Поворачиваясь, он увидел, что исчезли все деньги, с вечера разложенные на столе. Эта сволочь меня еще и обокрала!
– Сынок, я не могу ждать.
– Подожди чуть-чуть.
Он подошел к выбитому окну и увидел мертвую Алису, валявшуюся посреди дороги. Дохлая как дохлая собака. Так ей и надо. Никого и ничего поблизости.
Лишь голые сосновые стволы цвета крови. А ведь еще вчера здесь расли клены…
– Сынок, – позвала мать.
– Сейчас, сейчас.
Сумочка до сих пор лежит у нее на груди. Сдохла, а не отпустила. Нужно успеть забрать деньги, пока не появился кто-то еще. Пойди потом докажи, что они твои.

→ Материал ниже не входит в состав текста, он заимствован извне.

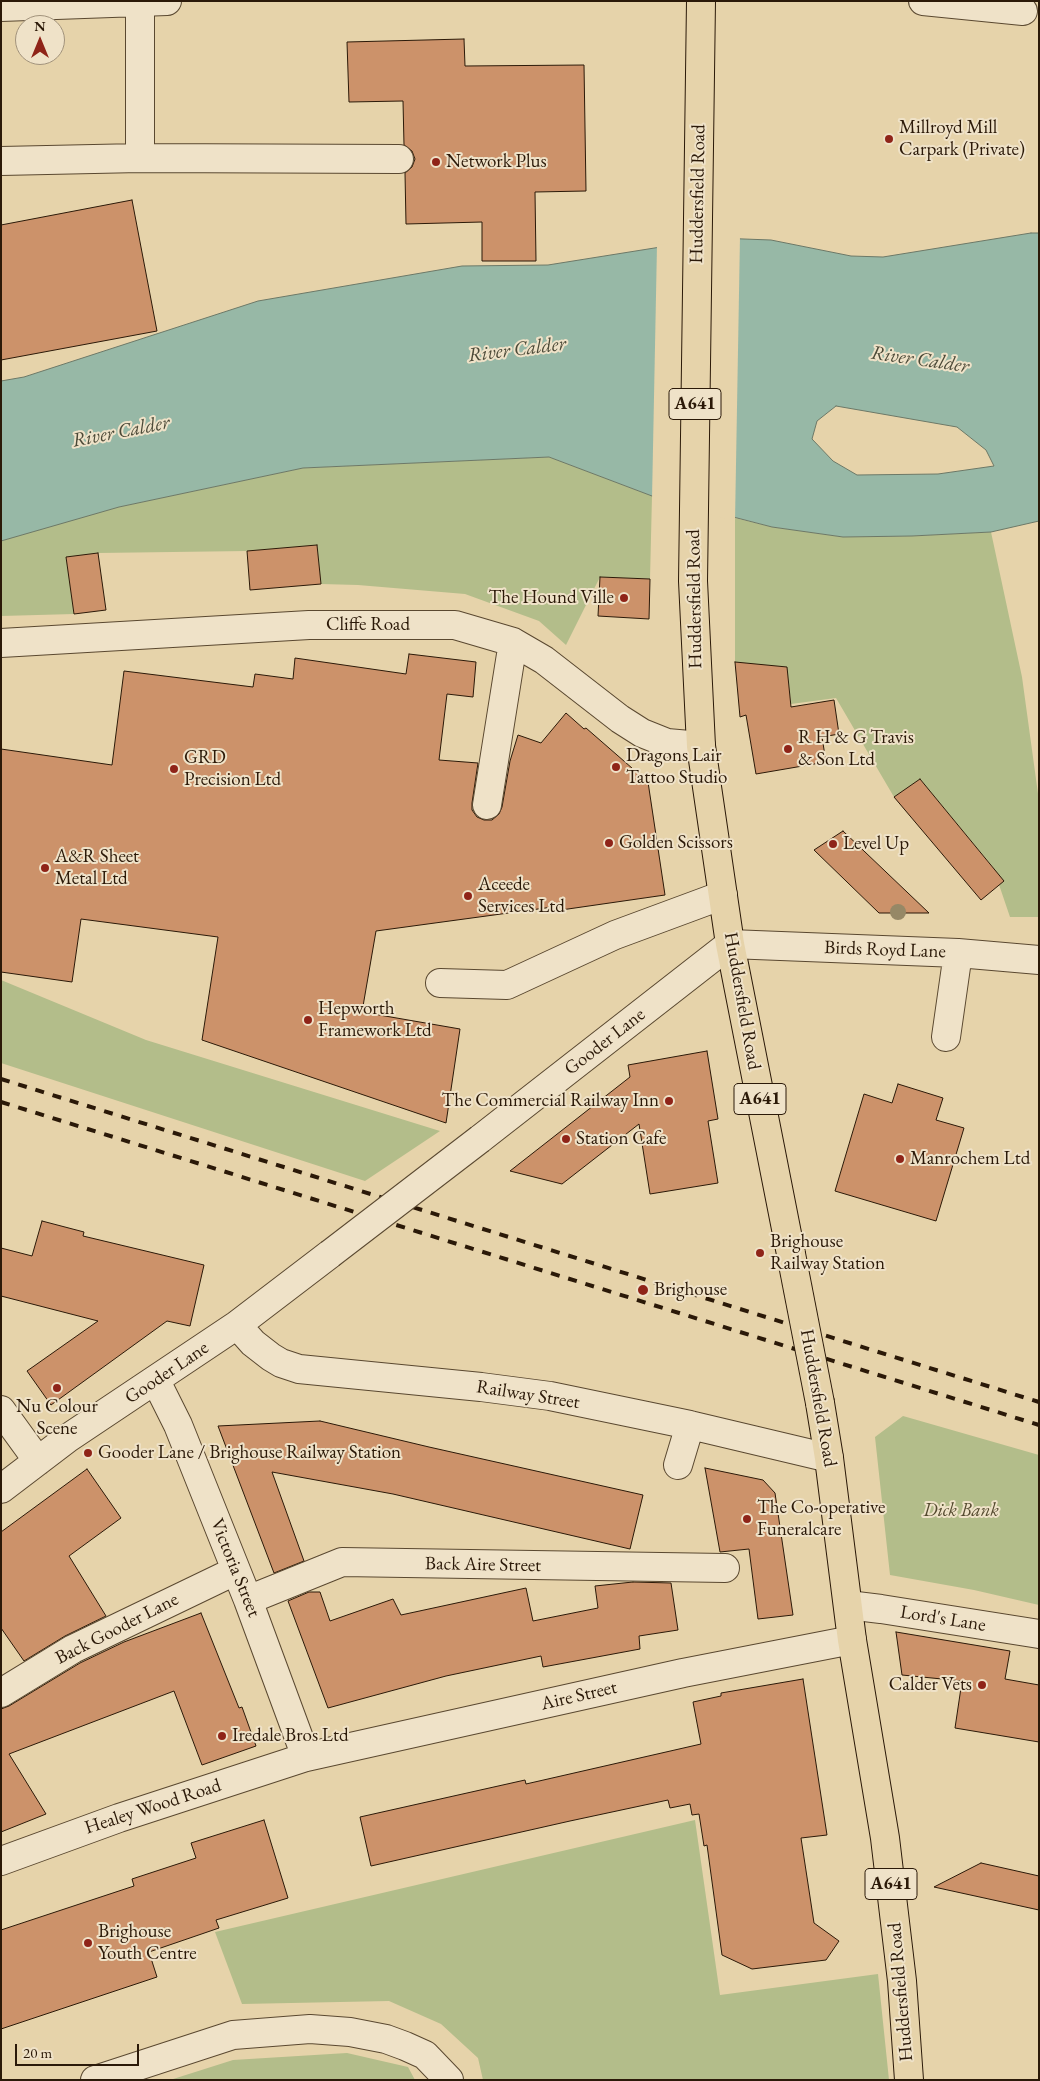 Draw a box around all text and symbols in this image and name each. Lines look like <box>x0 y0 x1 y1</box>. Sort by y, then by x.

Он стал вылазить через выбитое окно и снова увидел мать. С ней что-то происходило. Менялся цвет и фактура кожи. Еще мгновение – и она рассыпалась на множество мертвых бабочек, каждая величиной с кленовый лист. Но доктору Кунцу уже было не до того. Он бежал по дороге и видел, как сосны укорачиваются, вновь превращаясь в клены. Вместо листьев на кленах висели крупные желтые бабочки, желто-оранжевые, с черными ободками на крыльях, – крылья, будто обожженые на огне. И на каждом черном ободке – по две полоски из кроваво-красных пятнышек. Он бежал и топтал бабочкек ногами. Вдруг его левая нога подломилась в колене, стала мягкой, как тряпичная. Доктор Кунц свалился на бок. Сейчас он не чувствовал и второй ноги.
Паралич, – подумал он. – Но почему ноги? Ведь спинной мозг цел. Если что и повреждено, то…
Он перевернулся на грудь и стал ползти, подтягиваясь на руках. До цели оставалось всего метров десять, не больше. Заветная сумочка была прямо перед глазами. Змейка расстегнута, пачка купюр высунула свой уголок. Родные вы мои.
Сколько сил, сколько мук, сколько унижений и страхов – и все ради вас. И теперь отдать просто так? Не доползти какие-то несколько шагов?
Сейчас он полз, просто извиваясь туловищем, как червь. Его руки еще могли двигаться, но шевелились хаотично, дергались, подпрыгивали, жили собственной жизнью, вполне отделенной от жизни остального тела. Доктор Кунц еще мог кое-как выбросить их вперед, но силы в этих конечностях уже не было.
До лежащей женщины оставалось всего метра два, когда доктор Кунц понял, что не доползет. Он со стоном перевернулся на спину и увидел, как с ветки клена прямо на его лицо падает большая оранжево-желтая бабочка. Бабочка падала медленно, и он успел рассмотреть и узор из точек, и черные лапки, и хоботок, и пушистые усики-антенны.
Бабочка упала и нежно легла на его лицо, расправив крылья, закрыв мертвые глаза, все еще выражающие тихую грусть, и ужасную рану во лбу, и губы, застывшие то ли в гримасе недовольства, то ли в улыбке недоумения.